### [WORK TASK]
Write down, unchanged, the entries from the first line through the line holding "Where are the street names and road numbers in the map". Include no other line.

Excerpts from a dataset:

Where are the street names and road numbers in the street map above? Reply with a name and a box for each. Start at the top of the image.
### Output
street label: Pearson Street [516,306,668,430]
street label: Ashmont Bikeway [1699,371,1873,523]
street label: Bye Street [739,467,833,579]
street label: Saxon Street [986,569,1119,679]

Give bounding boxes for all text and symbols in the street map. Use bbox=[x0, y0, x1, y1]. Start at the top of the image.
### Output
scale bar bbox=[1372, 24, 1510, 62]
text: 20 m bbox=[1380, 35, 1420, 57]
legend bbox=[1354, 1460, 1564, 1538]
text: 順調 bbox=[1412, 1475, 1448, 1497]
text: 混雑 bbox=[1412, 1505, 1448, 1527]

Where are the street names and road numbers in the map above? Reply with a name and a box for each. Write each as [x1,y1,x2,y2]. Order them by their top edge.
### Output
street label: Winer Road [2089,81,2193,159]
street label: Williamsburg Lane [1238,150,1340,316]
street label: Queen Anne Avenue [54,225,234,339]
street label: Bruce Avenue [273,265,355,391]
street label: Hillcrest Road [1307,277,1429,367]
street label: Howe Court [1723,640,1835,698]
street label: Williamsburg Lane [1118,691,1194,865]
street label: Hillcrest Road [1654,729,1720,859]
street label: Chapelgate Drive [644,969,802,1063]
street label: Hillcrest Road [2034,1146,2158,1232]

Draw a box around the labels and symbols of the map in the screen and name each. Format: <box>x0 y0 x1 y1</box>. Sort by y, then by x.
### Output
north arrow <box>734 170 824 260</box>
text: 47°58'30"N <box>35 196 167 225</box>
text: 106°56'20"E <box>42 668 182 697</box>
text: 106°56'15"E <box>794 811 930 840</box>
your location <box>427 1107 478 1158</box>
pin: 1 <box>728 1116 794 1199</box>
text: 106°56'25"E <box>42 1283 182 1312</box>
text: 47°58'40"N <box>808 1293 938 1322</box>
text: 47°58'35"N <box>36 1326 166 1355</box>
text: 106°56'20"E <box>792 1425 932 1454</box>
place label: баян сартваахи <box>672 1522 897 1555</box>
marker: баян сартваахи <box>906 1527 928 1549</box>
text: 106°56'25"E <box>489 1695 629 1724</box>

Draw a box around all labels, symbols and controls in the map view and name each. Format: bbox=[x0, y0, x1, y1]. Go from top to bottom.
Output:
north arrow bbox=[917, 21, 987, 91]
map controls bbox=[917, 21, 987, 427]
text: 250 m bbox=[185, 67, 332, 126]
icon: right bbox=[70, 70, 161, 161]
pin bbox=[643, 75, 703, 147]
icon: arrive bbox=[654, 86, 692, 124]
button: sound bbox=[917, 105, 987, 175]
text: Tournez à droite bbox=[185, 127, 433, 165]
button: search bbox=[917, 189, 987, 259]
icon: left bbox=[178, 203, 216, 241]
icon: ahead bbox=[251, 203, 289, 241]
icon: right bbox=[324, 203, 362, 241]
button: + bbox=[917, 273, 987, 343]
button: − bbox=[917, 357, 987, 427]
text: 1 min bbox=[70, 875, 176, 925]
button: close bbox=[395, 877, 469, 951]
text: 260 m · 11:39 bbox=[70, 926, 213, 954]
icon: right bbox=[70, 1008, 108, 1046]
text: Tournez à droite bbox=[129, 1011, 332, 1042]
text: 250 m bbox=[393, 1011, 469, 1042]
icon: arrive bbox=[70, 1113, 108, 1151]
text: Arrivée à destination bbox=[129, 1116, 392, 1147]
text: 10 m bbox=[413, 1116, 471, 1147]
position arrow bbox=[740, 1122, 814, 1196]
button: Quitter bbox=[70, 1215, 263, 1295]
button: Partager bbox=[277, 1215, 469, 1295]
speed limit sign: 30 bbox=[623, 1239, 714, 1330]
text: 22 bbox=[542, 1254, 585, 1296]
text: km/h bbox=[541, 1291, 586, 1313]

### [THE COMPLETED TASK]
Where are the street names and road numbers in the street map above? Reply with a name and a box for each. Start at the top of the image.
### Output
street label: Pearson Street [516,306,668,430]
street label: Ashmont Bikeway [1699,371,1873,523]
street label: Bye Street [739,467,833,579]
street label: Saxon Street [986,569,1119,679]

Give bounding boxes for all text and symbols in the street map. Use bbox=[x0, y0, x1, y1]. Start at the top of the image.
### Output
scale bar bbox=[1372, 24, 1510, 62]
text: 20 m bbox=[1380, 35, 1420, 57]
legend bbox=[1354, 1460, 1564, 1538]
text: 順調 bbox=[1412, 1475, 1448, 1497]
text: 混雑 bbox=[1412, 1505, 1448, 1527]

Where are the street names and road numbers in the map above? Reply with a name and a box for each. Write each as [x1,y1,x2,y2]. Order them by their top edge.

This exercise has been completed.